Luto, vem do latim luctus, que designa "dor, pesar, aflição, lamentar,
sofrer". Luta, também tem sua origem no latim, lucta, e significa
"luta, pugna, esforço". Hoje em dia, a forma como expressamos o luto
tem se apresentado bem diferente do modo como era feito décadas atrás.
Os rituais são um tanto distintos, quando os há. Mas os sentimentos e sensações
que envolvem e, muitas vezes, dominam aquele que perdeu uma pessoa muito amada
e querida, parecem não pertencer a essa série de rituais que se modificou com a
passagem do tempo: a tristeza, a revolta, a incompreensão acerca do acontecido,
as perguntas que se apresentam... tudo isso não se modificou. Repete-se na
incansável roda do tempo.
Em seu texto Luto e Melancolia, Freud diz que "o luto é a reação à perda
de uma pessoa amada." E que essa reação é superada com o tempo. Ao se
apresentar uma grande perda, o sujeito começa seu processo de luto. E cada
pessoa o representa a seu modo, procurando uma forma de expressar sua dor, seu
pesar, sua aflição, seu lamento. Nessa expressão bastante peculiar a cada um, o
processo de luto se transforma também em luta.

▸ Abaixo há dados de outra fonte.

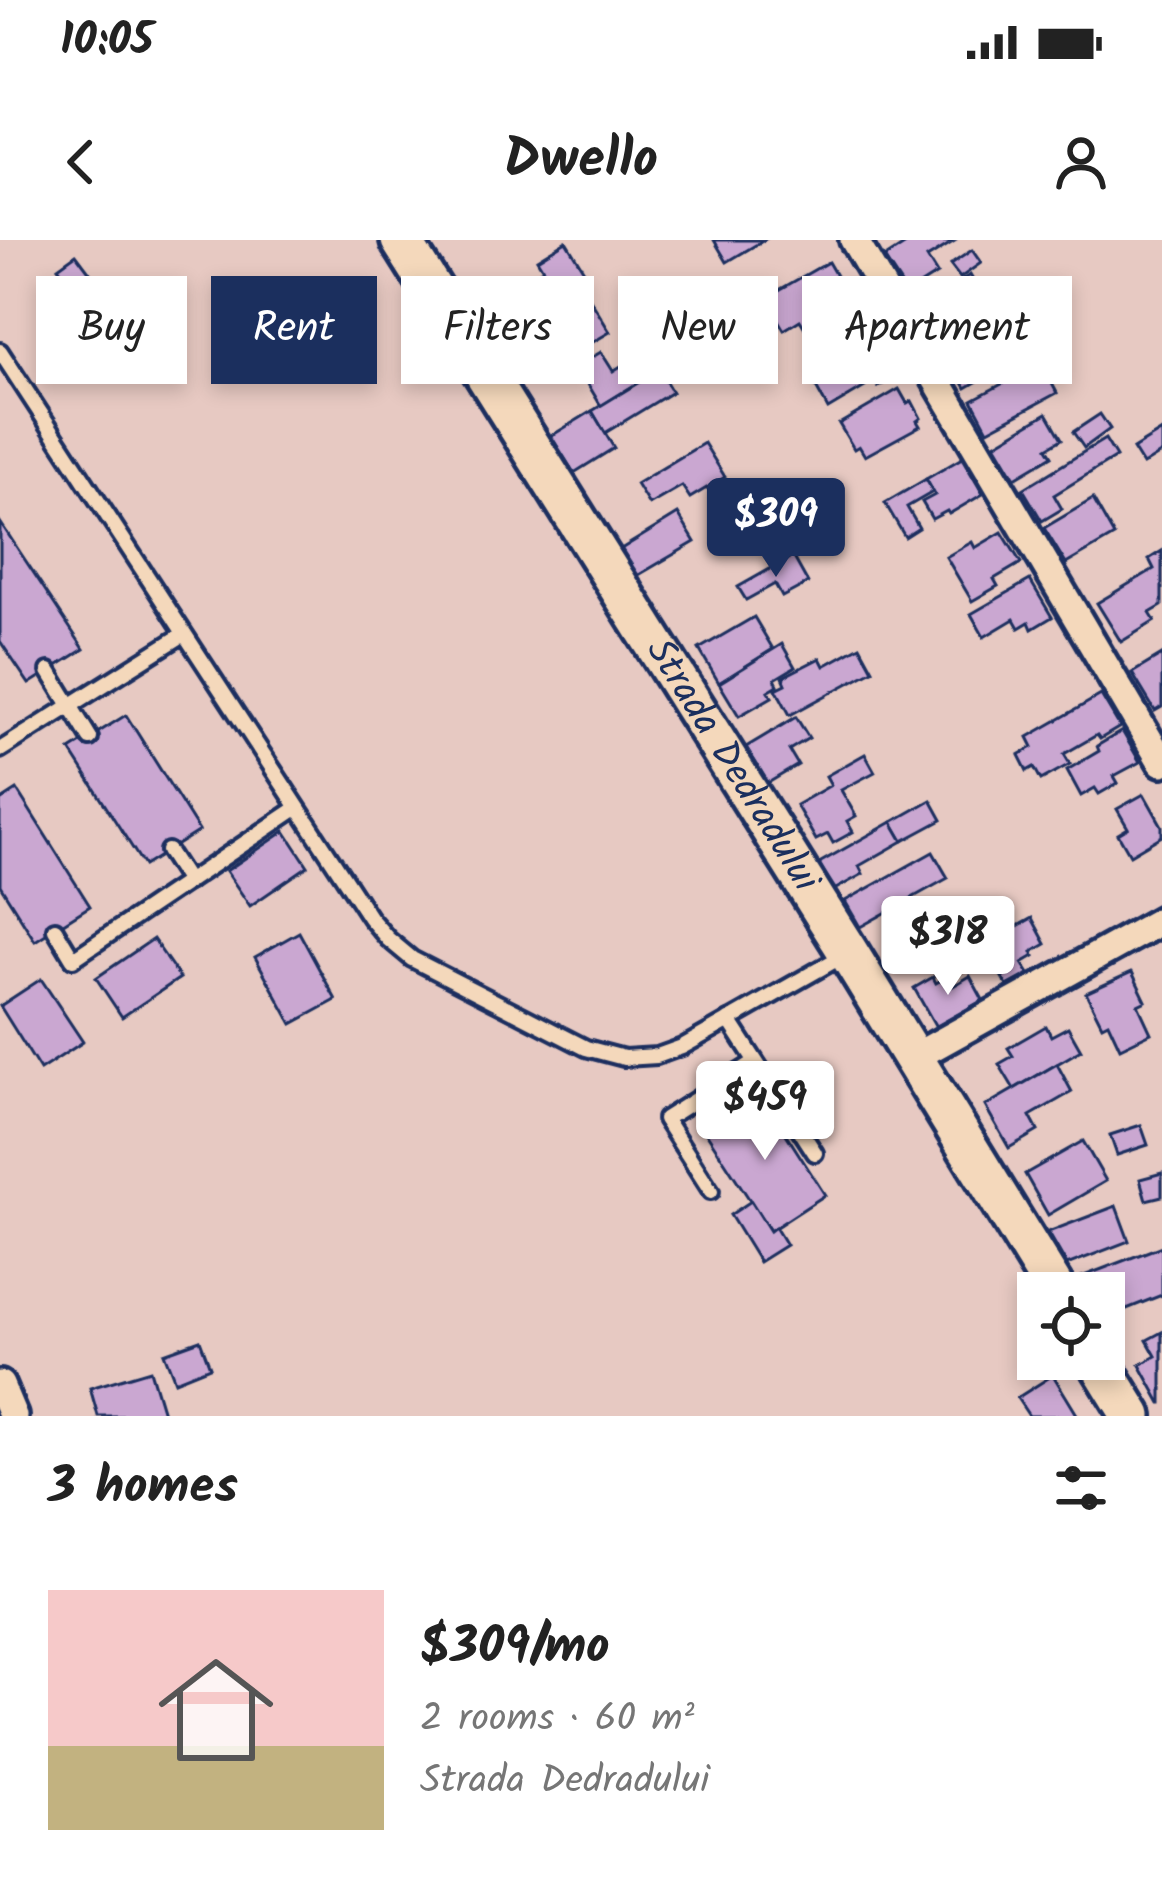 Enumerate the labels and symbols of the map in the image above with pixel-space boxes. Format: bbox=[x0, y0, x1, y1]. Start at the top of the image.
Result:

É preciso que toda uma série de investimentos em lembranças, em situações
vividas com aquele que não está mais presente, possam se apresentar ao
psiquismo do indivíduo para que, abastecido destas memórias, ele possa, aos
poucos, se desligar de tamanho pesar e sofrimento e transformar sua dor em
outra coisa: saudade, lembrança, herança emocional, uma marca que diga respeito
somente à sua relação com o ente querido, mas agora perdido.
Tudo isso requer um trabalho psíquico, um "esforço", uma
"luta", para que haja elaboração. A perda marca em nós uma falta.
Muitas vezes, acreditamos que, com esta falta, nos perdemos naquele que se foi.
Por um período, podemos acreditar que de nós também não restou muita coisa. Mas
se passarmos por esta luta e este luto, de uma maneira a termos internalizadas
nossas imagens, nossas vivências e experiências com aquele que partiu, podemos
verificar o quanto dele é que ficou em nós.
"A imagem preservada pelo amor, substitui o corpo que fomos obrigados a
nunca mais ver." (Diana Corso, psicanalista). Nunca mais! A marca
indelével da falta. Falta para a qual cada civilização, cada sociedade, cada
indivíduo, procura uma forma para lidar com ela. Talvez para não sucumbir à
perda...
"A angústia e a lembrança do mais ou menos de toda separação. A angústia
provém da espera do retorno e não da perda. Assim o luto pela morte realmente
advinda, é diferente (...) da angústia de separação. "Até já" é
justamente o que a morte proíbe e a religião e o amor autorizam. E a gente se
desgasta em imaginar o inimaginável de um "nunca mais", imagem
impossível de um retorno imaginado, diferido ao absurdo. "Até já"...
aí tudo recomeça...(...) A separação é esta dor que é a vida, que se imagina,
se representa e se sonha." (Radmila Zygouris).
*Artigo publicado no Jornal de Jundiaí
de 04/05/14 – Caderno Estilo
**Psicanalista
pelo TRIEP e membro do TRIEP - Trabalhos de Investigação e Estudos em Psicanálise.
5 comentários:
O artigo me parece bastante oportuno em tempos de excesso de todo tipo,espetaculo hiperativo que finge,simula todos os ganhos e gozos.Nada perdido,vida unilateral que te põe pela mão das circunstancias ,de frente com a grande interdição: a morte. Morte do amor,do sucesso, do corpo vigoroso,do lugar de estudante eterno, filho prodigo, do herói ou seu anti e tantos outros lugares que se dermos sorte um dia acabam.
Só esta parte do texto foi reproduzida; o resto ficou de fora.